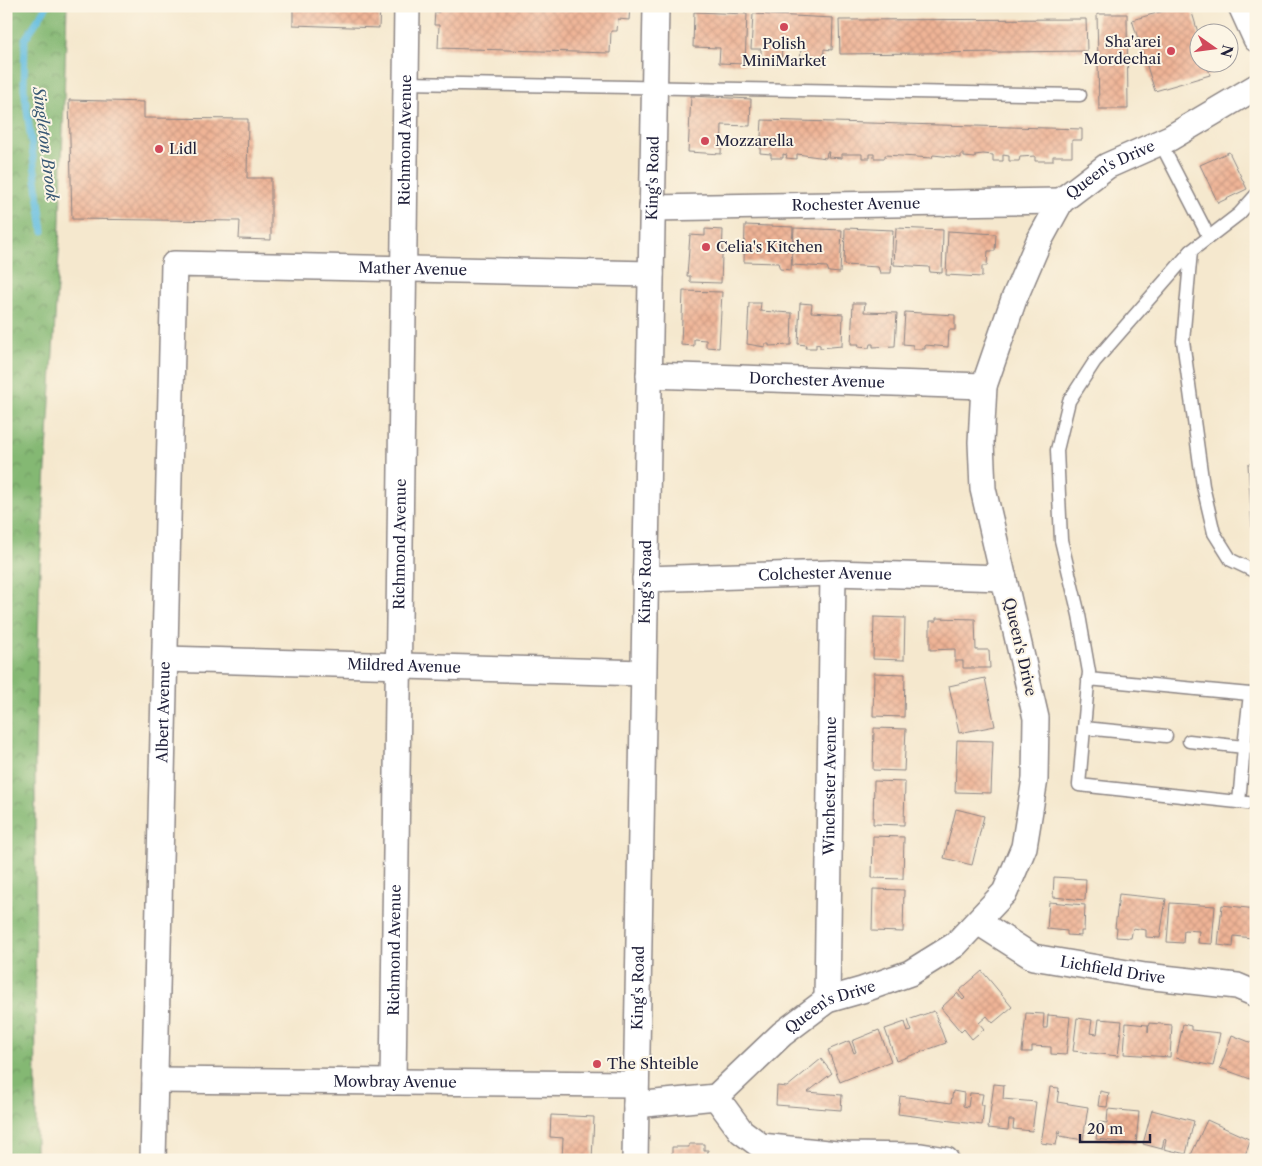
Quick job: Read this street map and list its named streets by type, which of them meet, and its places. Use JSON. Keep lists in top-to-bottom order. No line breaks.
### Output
{"streets":{"street":["Richmond Avenue","Queen's Drive","King's Road","Rochester Avenue","Mather Avenue","Dorchester Avenue","Colchester Avenue","Mildred Avenue","Albert Avenue","Winchester Avenue","Lichfield Drive","Mowbray Avenue"]},"crossings":[["Richmond Avenue","Mather Avenue"],["Richmond Avenue","Mildred Avenue"],["Richmond Avenue","Mowbray Avenue"],["Queen's Drive","Rochester Avenue"],["Queen's Drive","Dorchester Avenue"],["Queen's Drive","Colchester Avenue"],["Queen's Drive","Winchester Avenue"],["Queen's Drive","Lichfield Drive"],["King's Road","Rochester Avenue"],["King's Road","Mather Avenue"],["King's Road","Dorchester Avenue"],["King's Road","Colchester Avenue"],["King's Road","Mildred Avenue"],["King's Road","Mowbray Avenue"],["Mather Avenue","Albert Avenue"],["Colchester Avenue","Winchester Avenue"],["Mildred Avenue","Albert Avenue"],["Albert Avenue","Mowbray Avenue"]],"water":["Singleton Brook"],"places":["Polish MiniMarket","Sha'arei Mordechai","Mozzarella","Lidl","Celia's Kitchen","The Shteible"],"scale_bar":"20 m","north":"right"}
····················
• AIM OF THE TASK
Every line above is to be reproduced verbatim, and the pictures are to be omitted.

• TASK RESPONSE
Quick job: Read this street map and list its named streets by type, which of them meet, and its places. Use JSON. Keep lists in top-to-bottom order. No line breaks.
### Output
{"streets":{"street":["Richmond Avenue","Queen's Drive","King's Road","Rochester Avenue","Mather Avenue","Dorchester Avenue","Colchester Avenue","Mildred Avenue","Albert Avenue","Winchester Avenue","Lichfield Drive","Mowbray Avenue"]},"crossings":[["Richmond Avenue","Mather Avenue"],["Richmond Avenue","Mildred Avenue"],["Richmond Avenue","Mowbray Avenue"],["Queen's Drive","Rochester Avenue"],["Queen's Drive","Dorchester Avenue"],["Queen's Drive","Colchester Avenue"],["Queen's Drive","Winchester Avenue"],["Queen's Drive","Lichfield Drive"],["King's Road","Rochester Avenue"],["King's Road","Mather Avenue"],["King's Road","Dorchester Avenue"],["King's Road","Colchester Avenue"],["King's Road","Mildred Avenue"],["King's Road","Mowbray Avenue"],["Mather Avenue","Albert Avenue"],["Colchester Avenue","Winchester Avenue"],["Mildred Avenue","Albert Avenue"],["Albert Avenue","Mowbray Avenue"]],"water":["Singleton Brook"],"places":["Polish MiniMarket","Sha'arei Mordechai","Mozzarella","Lidl","Celia's Kitchen","The Shteible"],"scale_bar":"20 m","north":"right"}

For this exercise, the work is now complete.